Check each line below for the word "Walk", and copy those that have it.

Stored data
• • •

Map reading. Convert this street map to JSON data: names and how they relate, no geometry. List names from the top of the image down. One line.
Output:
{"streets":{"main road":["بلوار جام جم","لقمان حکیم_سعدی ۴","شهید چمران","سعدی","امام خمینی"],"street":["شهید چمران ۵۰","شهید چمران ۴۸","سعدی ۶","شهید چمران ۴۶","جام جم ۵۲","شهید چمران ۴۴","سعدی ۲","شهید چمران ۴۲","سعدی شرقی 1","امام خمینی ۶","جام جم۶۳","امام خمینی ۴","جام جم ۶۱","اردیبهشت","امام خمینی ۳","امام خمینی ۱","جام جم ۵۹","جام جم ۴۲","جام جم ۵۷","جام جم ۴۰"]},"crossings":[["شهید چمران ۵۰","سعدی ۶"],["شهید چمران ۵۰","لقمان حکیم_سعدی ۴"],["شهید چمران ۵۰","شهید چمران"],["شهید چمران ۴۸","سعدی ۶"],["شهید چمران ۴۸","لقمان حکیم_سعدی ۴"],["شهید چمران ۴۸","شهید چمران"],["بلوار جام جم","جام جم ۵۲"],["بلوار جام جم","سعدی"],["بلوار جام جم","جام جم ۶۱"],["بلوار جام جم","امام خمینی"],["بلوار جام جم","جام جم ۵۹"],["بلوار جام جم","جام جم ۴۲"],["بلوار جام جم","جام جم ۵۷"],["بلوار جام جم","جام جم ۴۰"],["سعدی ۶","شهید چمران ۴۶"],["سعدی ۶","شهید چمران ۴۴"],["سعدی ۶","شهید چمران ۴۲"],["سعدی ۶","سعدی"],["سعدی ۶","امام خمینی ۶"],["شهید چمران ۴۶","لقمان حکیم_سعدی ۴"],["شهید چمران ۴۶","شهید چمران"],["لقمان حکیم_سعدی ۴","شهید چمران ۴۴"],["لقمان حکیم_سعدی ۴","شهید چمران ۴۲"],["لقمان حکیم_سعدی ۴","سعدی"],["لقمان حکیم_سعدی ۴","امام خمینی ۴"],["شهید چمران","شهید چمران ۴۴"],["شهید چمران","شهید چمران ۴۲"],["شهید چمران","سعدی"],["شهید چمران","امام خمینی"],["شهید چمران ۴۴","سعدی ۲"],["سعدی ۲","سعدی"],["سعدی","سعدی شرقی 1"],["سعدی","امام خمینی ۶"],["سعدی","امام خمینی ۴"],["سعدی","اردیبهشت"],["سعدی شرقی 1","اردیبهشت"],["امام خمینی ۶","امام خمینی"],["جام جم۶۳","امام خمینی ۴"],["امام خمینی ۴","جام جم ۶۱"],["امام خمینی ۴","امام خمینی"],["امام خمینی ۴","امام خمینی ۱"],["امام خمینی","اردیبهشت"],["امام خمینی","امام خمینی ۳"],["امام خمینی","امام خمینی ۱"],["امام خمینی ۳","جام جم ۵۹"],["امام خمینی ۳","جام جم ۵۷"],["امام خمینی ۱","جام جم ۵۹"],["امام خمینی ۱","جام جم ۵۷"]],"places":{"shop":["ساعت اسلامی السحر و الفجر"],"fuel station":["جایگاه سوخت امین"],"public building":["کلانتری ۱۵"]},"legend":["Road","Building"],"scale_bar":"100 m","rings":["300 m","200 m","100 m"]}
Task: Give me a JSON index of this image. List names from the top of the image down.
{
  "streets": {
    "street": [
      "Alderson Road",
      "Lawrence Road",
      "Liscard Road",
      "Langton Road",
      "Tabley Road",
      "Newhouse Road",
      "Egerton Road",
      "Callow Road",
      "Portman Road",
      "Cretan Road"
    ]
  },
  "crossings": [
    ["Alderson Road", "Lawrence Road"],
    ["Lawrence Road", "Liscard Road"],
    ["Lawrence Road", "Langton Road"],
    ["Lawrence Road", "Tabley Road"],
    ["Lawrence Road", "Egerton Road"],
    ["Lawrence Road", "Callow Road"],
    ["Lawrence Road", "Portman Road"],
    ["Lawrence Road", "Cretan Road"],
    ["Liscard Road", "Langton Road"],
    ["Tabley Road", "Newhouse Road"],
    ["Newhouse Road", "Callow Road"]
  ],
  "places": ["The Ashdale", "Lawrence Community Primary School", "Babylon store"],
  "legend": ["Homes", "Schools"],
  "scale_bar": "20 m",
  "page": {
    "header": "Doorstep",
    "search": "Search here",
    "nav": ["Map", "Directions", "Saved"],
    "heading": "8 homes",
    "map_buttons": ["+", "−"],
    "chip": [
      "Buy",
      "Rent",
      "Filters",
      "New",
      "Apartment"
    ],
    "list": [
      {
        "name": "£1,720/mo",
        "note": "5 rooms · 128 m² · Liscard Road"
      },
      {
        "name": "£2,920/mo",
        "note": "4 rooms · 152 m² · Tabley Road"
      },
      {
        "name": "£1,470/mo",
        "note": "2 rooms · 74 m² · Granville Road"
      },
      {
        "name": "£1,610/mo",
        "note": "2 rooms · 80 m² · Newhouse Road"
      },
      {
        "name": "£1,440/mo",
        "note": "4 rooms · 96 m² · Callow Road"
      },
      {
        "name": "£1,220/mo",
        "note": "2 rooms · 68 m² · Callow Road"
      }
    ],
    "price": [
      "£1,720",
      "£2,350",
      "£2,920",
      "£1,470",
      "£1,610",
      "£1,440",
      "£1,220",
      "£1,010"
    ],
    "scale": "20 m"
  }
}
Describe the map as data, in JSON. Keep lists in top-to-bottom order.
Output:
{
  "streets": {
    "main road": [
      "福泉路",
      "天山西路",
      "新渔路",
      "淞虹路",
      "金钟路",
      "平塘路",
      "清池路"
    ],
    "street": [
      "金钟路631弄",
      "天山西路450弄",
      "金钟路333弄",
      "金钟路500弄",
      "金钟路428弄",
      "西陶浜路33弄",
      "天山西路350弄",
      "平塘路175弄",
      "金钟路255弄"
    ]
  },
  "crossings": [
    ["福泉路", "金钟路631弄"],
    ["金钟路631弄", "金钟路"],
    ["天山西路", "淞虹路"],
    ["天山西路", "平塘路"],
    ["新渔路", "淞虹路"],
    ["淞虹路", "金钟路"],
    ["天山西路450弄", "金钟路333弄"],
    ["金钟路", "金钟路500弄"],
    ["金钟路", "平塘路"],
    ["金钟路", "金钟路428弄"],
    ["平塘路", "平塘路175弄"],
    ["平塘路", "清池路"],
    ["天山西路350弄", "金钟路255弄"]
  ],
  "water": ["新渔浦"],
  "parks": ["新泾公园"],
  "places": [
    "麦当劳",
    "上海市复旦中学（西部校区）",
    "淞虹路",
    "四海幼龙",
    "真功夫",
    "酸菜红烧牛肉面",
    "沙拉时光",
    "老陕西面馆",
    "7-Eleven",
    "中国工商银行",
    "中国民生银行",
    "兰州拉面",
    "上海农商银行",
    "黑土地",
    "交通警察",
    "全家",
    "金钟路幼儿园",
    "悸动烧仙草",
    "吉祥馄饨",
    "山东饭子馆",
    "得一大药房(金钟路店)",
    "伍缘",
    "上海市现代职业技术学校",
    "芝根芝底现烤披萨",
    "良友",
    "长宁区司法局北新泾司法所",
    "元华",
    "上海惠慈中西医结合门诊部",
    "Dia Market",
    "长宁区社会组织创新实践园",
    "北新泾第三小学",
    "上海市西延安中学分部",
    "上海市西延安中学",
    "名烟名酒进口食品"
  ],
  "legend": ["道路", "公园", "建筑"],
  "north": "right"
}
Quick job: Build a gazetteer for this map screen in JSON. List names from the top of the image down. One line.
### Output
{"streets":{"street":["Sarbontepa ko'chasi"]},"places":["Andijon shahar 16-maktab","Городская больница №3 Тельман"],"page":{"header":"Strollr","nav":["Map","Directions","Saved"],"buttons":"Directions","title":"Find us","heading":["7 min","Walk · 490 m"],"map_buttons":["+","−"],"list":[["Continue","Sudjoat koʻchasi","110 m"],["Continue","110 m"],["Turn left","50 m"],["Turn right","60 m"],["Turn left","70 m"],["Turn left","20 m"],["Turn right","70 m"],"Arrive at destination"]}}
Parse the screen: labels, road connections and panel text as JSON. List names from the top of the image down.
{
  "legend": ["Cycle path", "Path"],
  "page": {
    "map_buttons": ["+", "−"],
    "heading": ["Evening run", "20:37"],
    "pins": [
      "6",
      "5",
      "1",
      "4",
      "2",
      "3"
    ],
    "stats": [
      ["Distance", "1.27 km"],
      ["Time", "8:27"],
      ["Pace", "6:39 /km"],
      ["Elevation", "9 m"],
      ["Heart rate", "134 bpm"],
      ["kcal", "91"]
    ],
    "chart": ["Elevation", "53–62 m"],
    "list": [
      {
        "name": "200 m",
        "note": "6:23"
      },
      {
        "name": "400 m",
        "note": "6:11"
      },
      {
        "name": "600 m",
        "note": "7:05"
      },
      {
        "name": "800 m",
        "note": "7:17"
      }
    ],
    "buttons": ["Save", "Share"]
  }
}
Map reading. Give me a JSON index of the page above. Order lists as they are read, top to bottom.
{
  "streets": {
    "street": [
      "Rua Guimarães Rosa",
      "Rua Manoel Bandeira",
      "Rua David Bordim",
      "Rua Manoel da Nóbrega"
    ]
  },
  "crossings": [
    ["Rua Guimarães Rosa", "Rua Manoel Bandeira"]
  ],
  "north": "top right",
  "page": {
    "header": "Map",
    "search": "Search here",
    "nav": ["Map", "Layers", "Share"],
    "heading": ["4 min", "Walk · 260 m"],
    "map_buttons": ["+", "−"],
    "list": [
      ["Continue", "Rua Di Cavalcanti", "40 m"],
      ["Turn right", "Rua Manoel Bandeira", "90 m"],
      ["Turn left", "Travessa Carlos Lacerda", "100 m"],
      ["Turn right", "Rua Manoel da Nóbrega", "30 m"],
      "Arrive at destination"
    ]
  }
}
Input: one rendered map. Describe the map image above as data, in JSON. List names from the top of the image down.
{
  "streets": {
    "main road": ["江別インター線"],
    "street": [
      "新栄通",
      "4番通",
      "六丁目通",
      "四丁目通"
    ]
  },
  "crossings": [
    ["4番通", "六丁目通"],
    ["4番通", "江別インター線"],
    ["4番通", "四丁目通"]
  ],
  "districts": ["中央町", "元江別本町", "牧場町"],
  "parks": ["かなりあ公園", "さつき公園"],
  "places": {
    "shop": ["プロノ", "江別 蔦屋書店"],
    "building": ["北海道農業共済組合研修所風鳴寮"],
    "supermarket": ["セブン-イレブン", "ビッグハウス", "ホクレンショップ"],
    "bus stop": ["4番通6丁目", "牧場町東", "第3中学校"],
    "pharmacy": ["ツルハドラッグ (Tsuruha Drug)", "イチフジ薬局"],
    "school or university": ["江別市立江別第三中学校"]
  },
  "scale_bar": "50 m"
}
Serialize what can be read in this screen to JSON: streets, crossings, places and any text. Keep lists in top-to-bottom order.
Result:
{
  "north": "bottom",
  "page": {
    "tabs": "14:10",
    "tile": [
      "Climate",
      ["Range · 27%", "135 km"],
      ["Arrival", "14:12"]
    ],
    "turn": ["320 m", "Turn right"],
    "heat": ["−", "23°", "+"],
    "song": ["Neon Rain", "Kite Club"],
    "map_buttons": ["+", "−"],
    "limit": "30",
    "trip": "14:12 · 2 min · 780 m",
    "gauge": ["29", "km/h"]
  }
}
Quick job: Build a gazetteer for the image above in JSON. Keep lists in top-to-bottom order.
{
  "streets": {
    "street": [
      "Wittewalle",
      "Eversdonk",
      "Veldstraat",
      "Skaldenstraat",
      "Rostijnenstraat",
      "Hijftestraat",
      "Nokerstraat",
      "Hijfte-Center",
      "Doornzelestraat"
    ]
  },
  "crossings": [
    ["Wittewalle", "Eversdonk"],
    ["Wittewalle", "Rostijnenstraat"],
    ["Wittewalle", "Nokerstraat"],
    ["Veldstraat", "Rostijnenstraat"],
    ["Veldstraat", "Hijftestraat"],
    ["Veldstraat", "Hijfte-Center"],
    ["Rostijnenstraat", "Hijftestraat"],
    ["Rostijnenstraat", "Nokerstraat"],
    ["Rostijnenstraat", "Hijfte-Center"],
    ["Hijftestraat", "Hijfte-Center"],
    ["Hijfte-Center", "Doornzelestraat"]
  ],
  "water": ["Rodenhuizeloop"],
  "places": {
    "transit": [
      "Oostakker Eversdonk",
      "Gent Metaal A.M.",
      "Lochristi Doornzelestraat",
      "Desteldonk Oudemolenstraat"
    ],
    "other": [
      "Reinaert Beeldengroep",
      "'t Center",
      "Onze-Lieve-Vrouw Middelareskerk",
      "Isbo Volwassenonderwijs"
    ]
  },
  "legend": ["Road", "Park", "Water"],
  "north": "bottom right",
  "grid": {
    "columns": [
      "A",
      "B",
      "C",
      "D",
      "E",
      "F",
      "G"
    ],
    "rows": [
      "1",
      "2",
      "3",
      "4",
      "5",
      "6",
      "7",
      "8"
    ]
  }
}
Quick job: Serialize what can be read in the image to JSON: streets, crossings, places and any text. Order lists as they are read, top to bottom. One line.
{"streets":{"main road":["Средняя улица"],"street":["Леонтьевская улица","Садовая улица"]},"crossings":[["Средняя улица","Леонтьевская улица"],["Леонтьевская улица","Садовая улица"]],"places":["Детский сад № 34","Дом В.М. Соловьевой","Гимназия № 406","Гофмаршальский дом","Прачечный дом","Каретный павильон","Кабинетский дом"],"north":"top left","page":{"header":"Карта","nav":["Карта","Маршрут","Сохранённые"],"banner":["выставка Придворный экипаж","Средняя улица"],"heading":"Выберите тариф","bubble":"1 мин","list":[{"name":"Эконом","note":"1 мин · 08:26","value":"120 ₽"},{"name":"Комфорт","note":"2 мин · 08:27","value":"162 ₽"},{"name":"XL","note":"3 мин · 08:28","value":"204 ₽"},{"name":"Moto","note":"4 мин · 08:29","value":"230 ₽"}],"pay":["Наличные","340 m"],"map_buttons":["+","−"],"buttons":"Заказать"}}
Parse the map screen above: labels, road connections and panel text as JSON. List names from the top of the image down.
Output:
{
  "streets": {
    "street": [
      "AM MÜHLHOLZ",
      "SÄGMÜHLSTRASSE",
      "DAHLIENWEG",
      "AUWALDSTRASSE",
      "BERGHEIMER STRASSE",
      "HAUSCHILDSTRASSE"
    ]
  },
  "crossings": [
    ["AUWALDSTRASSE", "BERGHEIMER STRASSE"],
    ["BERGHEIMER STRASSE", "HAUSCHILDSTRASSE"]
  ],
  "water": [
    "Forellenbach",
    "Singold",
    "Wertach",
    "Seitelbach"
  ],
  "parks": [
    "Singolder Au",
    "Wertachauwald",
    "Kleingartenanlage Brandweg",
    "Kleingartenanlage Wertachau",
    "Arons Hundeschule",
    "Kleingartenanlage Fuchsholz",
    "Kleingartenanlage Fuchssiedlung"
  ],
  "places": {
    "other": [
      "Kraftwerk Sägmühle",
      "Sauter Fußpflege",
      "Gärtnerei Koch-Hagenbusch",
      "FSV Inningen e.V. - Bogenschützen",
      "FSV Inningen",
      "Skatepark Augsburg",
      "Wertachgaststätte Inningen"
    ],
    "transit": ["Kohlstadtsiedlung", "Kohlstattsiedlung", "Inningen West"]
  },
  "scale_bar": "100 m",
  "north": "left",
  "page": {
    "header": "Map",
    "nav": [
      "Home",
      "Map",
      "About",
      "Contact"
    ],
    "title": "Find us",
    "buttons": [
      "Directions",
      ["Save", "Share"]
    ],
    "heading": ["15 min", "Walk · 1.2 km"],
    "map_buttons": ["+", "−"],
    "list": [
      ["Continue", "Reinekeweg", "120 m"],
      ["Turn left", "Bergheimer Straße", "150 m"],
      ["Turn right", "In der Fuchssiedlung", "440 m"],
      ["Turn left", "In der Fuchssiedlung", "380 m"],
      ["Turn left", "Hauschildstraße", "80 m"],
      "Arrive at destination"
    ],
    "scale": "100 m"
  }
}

• • •

◆ **The answer**
{"streets":{"street":["Sarbontepa ko'chasi"]},"places":["Andijon shahar 16-maktab","Городская больница №3 Тельман"],"page":{"header":"Strollr","nav":["Map","Directions","Saved"],"buttons":"Directions","title":"Find us","heading":["7 min","Walk · 490 m"],"map_buttons":["+","−"],"list":[["Continue","Sudjoat koʻchasi","110 m"],["Continue","110 m"],["Turn left","50 m"],["Turn right","60 m"],["Turn left","70 m"],["Turn left","20 m"],["Turn right","70 m"],"Arrive at destination"]}}
    "heading": ["4 min", "Walk · 260 m"],
    "heading": ["15 min", "Walk · 1.2 km"],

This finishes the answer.